For some of you who notice, I am trying really hard to be a positive person and trying really hard to discard my procrastination both in worklife, family life & social life. I somehow now understood why people jilted me and left me behind and move on ahead. It is because I am unwilling to let go of something in the past and move on with them. So in order to not get stuck in the past, my friends and other people who are important to me have moved on, leaving me behind.

Now, I seem to have loosen the grip on the particular past and started running like a mad person towards those who are in front of me. I am truly thankful for those who have stopped for a little while to wait for me, or even come to me to help me get back up on my feet when I fall down.

I feel different now. I feel much more liberated from the self that has been living for the past 24 years. Now that I am a mother, perspective changes and guess Baby G has been the greatest encourager in my life to move on with life and be happy with it. God has given us the gift of the present and the hope of the future.

I so love my Baby G. What about Baby G's father, some of you might ask. Yes, yes I do love him, if that satisfy your thirst of curiosity.

Talking about Baby G, he has touched the 8th month mark and is already trying to grab onto things and stand up, and walk a little (with support of course!) My, how has he grown. It's been 8 months! To be brutally honest, I sometimes wish I can rewind back the time when Baby G is still a sweet little thing and make up to him of all that I have not done for him. Shucks. Now, I can't do much but to give him what he needs and provide for his needs.

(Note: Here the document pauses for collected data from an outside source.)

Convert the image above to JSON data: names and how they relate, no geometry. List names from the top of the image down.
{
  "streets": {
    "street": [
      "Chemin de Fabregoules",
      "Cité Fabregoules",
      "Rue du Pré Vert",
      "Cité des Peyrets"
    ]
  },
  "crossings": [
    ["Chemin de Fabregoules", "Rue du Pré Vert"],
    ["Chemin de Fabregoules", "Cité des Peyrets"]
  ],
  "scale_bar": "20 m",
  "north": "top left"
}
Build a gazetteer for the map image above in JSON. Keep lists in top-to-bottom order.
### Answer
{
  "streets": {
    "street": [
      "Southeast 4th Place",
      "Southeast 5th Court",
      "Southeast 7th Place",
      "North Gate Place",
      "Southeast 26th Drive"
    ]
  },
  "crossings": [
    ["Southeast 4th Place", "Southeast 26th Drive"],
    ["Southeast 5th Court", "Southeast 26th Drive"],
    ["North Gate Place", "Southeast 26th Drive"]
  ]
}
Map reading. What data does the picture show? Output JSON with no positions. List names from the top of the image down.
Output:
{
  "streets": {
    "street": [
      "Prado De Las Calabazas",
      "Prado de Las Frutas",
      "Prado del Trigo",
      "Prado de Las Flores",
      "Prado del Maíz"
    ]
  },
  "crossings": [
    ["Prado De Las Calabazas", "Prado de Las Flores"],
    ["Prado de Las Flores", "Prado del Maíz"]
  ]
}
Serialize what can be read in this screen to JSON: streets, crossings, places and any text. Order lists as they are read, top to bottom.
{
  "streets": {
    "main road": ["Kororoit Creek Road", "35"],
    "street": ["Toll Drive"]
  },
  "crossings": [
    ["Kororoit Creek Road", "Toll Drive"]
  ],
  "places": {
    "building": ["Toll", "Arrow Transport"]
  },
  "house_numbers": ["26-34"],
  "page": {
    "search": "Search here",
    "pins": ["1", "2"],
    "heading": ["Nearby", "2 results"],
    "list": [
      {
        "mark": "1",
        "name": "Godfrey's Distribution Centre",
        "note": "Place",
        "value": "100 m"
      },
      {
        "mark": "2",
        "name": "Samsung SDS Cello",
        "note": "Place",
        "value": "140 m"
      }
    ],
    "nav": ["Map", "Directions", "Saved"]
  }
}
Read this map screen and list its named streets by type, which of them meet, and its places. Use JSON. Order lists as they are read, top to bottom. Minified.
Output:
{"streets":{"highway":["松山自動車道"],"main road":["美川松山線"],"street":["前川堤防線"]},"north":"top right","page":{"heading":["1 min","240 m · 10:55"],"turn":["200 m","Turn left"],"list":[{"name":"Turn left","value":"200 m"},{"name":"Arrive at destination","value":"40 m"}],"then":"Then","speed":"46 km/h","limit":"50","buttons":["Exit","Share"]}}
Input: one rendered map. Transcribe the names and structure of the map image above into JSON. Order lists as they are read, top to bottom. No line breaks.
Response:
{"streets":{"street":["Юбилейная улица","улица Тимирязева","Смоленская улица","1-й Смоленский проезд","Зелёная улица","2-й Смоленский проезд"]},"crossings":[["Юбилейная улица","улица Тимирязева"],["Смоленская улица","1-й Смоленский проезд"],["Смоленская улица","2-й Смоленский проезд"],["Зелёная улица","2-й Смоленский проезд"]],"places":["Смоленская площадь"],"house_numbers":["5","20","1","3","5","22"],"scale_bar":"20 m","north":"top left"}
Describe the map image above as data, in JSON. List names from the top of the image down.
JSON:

It's a bit heart breaking though that he prefers to sleep with his grandma rather than with his mommy. My mom nevertheless always assures me that "He will outgrow it one laaaa~"

Oh wells.

Anyway, I have been meeting up with a lot of friends whom I have catch up for a long time, due to my procrastination desire and my pregnancy. It's been wonderful. Hope to catch up with more friends soon. If you are reading this, and would love to catch up with me (and I would love to catch up with you too!) contact me ya?

Looking back to my birthday celebration, I guess this year is the most meaningful one where I have Baby G and my husband to celebrate with, my family are still here with me. Sharon & Ming Foong brought me out for a wonderful Italian dinner and together with them Lordson bought my most fave Lady Gaga CD (int. version somemore!) that I can't afford. My hubby satiated my hunger for MP4 also. Feel so blessed! Wasted though, can't spend all those Red Box coupons for my birthday. Haha.

And talking about karaoke, I want to go again! I think I'm addicted. Anyone wanna go with me? We can make the rain come falling down on the land of BolehLand. :)

Tuesday, December 29, 2009

Metamorphosis

I need to blog more often.

I think I need to change the blog look too. Perhaps move to another blogsite, to leave all those memories behind and move on to a fresh start.

Need to learn to let go and let God.